Collected data entries
******************************

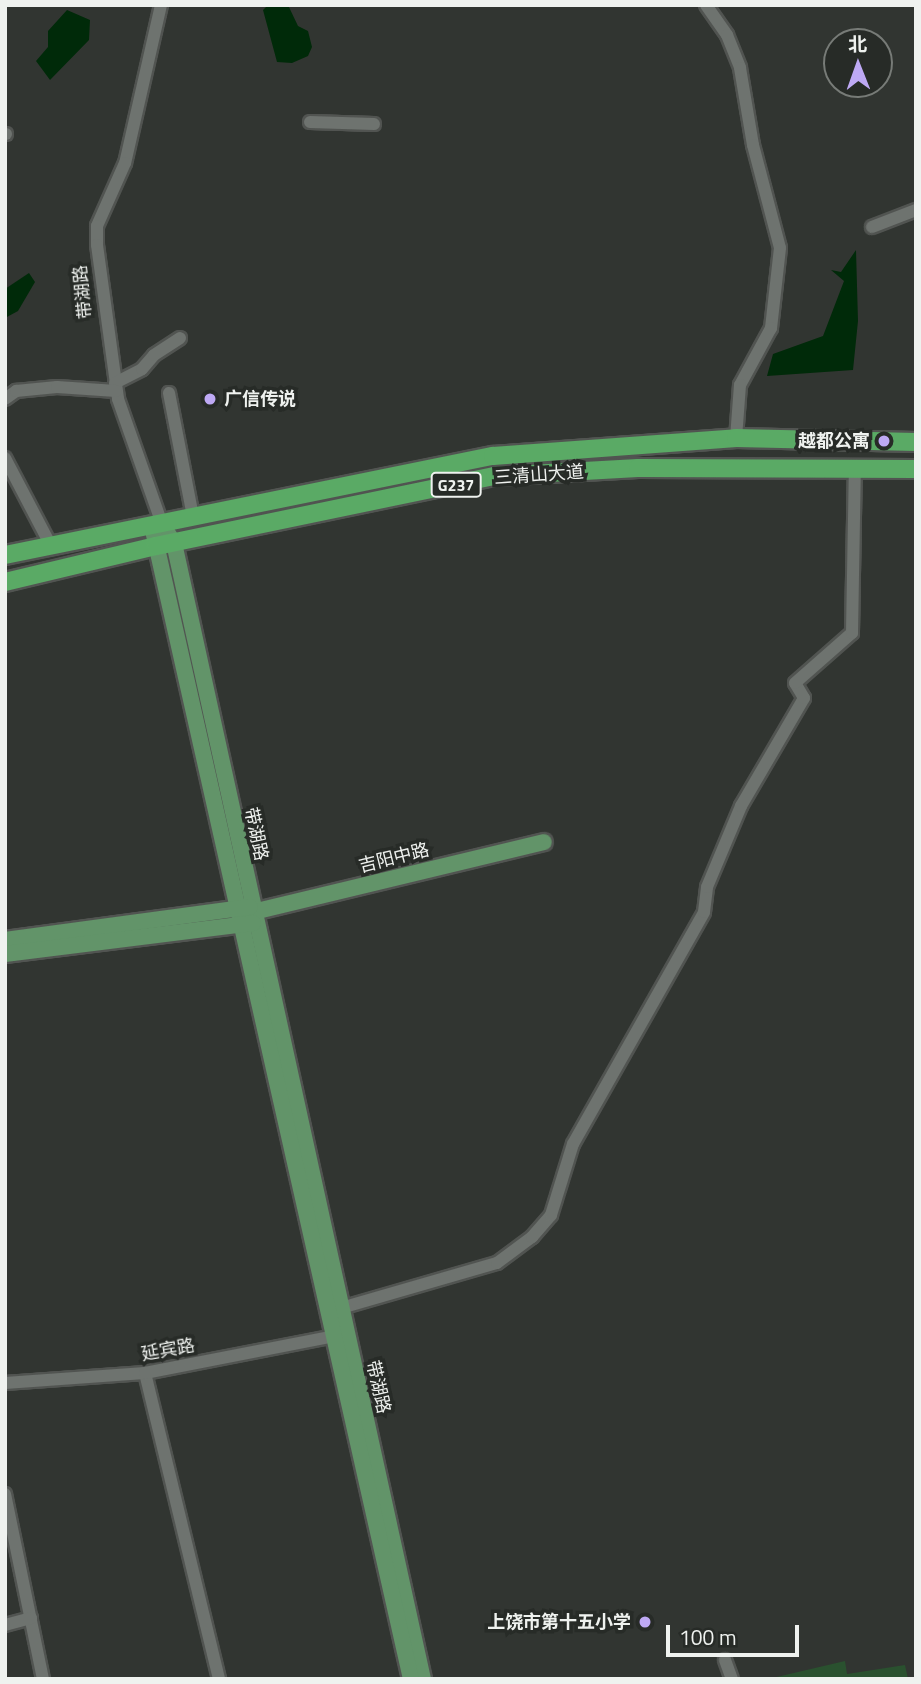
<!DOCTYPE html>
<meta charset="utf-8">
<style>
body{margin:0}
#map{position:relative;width:921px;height:1684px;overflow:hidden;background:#313531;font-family:"Titillium Web","Noto Sans SC",sans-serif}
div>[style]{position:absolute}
.green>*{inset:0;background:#2a512f}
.water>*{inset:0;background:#002a09}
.roads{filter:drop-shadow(2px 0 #515451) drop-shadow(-2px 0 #515451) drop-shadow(0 2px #515451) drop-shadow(0 -2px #515451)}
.minor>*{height:12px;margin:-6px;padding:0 6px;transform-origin:6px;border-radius:6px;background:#6e736f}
.major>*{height:16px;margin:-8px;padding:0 8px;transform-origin:8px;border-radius:8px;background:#629469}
.highway>*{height:18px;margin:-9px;padding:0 9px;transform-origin:9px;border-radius:9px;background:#5aaa65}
.dots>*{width:19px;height:19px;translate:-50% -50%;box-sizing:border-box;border:4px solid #272b27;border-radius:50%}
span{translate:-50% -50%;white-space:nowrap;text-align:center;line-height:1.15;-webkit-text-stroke:7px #272b27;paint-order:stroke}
.shield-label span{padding:2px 5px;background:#272b27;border:2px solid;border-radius:5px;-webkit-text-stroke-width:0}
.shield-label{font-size:16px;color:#eff2ef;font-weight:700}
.street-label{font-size:18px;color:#eff2ef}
.poi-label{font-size:18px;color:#eff2ef;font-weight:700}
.left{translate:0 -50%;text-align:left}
.right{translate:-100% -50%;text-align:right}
.frame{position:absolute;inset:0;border:7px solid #eff2ef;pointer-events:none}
.north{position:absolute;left:823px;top:28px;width:70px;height:70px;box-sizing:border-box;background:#272b27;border:2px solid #777b77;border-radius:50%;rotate:359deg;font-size:19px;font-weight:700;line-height:28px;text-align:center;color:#eff2ef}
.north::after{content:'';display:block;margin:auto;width:24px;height:32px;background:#bea9f4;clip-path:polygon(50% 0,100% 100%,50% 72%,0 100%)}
.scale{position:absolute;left:666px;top:1625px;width:133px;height:32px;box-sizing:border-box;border:4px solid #eff2ef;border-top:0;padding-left:9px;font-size:21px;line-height:24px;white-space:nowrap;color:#eff2ef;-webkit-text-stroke:5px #272b27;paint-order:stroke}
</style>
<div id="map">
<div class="green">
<div style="clip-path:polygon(845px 1661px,847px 1674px,905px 1665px,908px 1679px,768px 1679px)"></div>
</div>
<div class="water">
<div style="clip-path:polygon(268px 5px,288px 5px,298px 26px,308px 31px,312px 47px,308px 56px,292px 63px,277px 62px,263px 10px)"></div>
<div style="clip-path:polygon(67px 10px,90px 20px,89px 40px,50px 80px,36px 61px,48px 47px,48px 31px)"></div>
<div style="clip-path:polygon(856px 250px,858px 321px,853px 370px,767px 376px,773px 354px,823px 336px,844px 281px,831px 270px,841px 272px)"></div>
<div style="clip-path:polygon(29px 273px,35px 282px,18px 311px,5px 318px,5px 289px)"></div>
</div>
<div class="roads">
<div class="minor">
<div style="left:161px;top:5px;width:162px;rotate:102.8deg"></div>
<div style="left:125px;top:163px;width:69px;rotate:114deg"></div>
<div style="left:97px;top:226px;width:19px;rotate:90deg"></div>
<div style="left:97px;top:245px;width:155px;rotate:82.2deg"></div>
<div style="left:118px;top:399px;width:133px;rotate:70.6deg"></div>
<div style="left:706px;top:5px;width:37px;rotate:55deg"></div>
<div style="left:727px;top:35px;width:35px;rotate:68deg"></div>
<div style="left:740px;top:68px;width:78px;rotate:80.4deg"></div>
<div style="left:753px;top:145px;width:106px;rotate:75.3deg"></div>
<div style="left:780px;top:248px;width:81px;rotate:96.4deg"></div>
<div style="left:771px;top:328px;width:65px;rotate:118.5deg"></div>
<div style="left:740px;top:385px;width:53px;rotate:94.3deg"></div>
<div style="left:310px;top:122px;width:64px;rotate:1.8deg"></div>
<div style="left:5px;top:134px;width:1px"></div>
<div style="left:872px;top:227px;width:47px;rotate:-21.1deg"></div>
<div style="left:115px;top:383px;width:30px;rotate:-27deg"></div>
<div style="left:142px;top:369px;width:18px;rotate:-49deg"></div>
<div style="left:154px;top:355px;width:31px;rotate:-33deg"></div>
<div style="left:169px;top:393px;width:126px;rotate:79deg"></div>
<div style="left:5px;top:399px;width:14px;rotate:-36deg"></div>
<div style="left:16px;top:391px;width:41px;rotate:-5.6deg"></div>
<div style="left:57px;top:387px;width:59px;rotate:3.9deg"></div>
<div style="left:5px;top:458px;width:99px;rotate:62.4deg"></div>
<div style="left:341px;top:1308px;width:162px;rotate:-16.1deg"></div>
<div style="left:497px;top:1263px;width:44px;rotate:-36.6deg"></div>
<div style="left:532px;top:1237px;width:29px;rotate:-49deg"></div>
<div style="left:551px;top:1215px;width:74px;rotate:-72.8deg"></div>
<div style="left:573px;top:1144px;width:266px;rotate:-60.5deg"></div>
<div style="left:704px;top:912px;width:25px;rotate:-83deg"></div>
<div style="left:707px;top:887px;width:88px;rotate:-67.2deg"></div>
<div style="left:741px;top:806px;width:125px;rotate:-59.7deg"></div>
<div style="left:804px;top:698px;width:17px;rotate:-121deg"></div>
<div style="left:795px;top:683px;width:76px;rotate:-41.3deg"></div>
<div style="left:852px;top:633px;width:165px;rotate:-89deg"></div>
<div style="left:145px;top:1373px;width:315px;rotate:76.4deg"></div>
<div style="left:5px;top:1383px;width:140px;rotate:-4.1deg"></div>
<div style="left:145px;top:1373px;width:194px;rotate:-11deg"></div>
<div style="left:5px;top:1494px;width:189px;rotate:78.4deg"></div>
<div style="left:5px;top:1625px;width:27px;rotate:-15deg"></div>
<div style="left:725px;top:1660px;width:20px;rotate:70deg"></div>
</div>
<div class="major">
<div style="left:162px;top:524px;width:22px;rotate:58deg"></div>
<div style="left:174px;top:543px;width:1163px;rotate:77.64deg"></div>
<div style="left:152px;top:526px;width:1182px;rotate:77.34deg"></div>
<div style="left:253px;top:912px;width:299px;rotate:-13.5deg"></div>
<div style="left:5px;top:940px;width:247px;rotate:-7.7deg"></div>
<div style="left:5px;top:954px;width:250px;rotate:-7.1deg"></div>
</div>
<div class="highway">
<div style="left:5px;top:555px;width:498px;rotate:-11.5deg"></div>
<div style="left:493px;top:456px;width:244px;rotate:-4.2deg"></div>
<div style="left:736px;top:438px;width:180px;rotate:1.3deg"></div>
<div style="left:5px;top:582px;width:155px;rotate:-13.4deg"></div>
<div style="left:156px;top:546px;width:346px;rotate:-11.7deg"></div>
<div style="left:495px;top:476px;width:143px;rotate:-3.2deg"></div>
<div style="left:638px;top:468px;width:278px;rotate:0.2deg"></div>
</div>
</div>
<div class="dots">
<div style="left:210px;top:399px;background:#bea9f4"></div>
<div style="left:884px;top:441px;background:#bea9f4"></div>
<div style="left:645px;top:1622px;background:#bea9f4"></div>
</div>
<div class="shield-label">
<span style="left:456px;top:485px">G237</span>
</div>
<div class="street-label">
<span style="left:83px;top:292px;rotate:-96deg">带湖路</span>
<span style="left:539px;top:475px;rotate:-4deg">三清山大道</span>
<span style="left:256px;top:834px;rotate:78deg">带湖路</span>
<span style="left:394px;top:858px;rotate:-14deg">吉阳中路</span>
<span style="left:168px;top:1350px;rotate:-10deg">延宾路</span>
<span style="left:378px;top:1387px;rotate:77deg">带湖路</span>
</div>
<div class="poi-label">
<span class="left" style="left:224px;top:399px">广信传说</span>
<span class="right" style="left:870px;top:441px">越都公寓</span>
<span class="right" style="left:631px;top:1622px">上饶市第十五小学</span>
</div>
<div class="frame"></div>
<div class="north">北</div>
<div class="scale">100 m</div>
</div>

******************************

◆ WHAT IS NEEDED ◆
Word for word, restate the lines above from the first through the one that contains "0 #515451) drop-shadow(-2px", and exclude all pictures.

◆ ANSWER BOX ◆
<!DOCTYPE html>
<meta charset="utf-8">
<style>
body{margin:0}
#map{position:relative;width:921px;height:1684px;overflow:hidden;background:#313531;font-family:"Titillium Web","Noto Sans SC",sans-serif}
div>[style]{position:absolute}
.green>*{inset:0;background:#2a512f}
.water>*{inset:0;background:#002a09}
.roads{filter:drop-shadow(2px 0 #515451) drop-shadow(-2px 0 #515451) drop-shadow(0 2px #515451) drop-shadow(0 -2px #515451)}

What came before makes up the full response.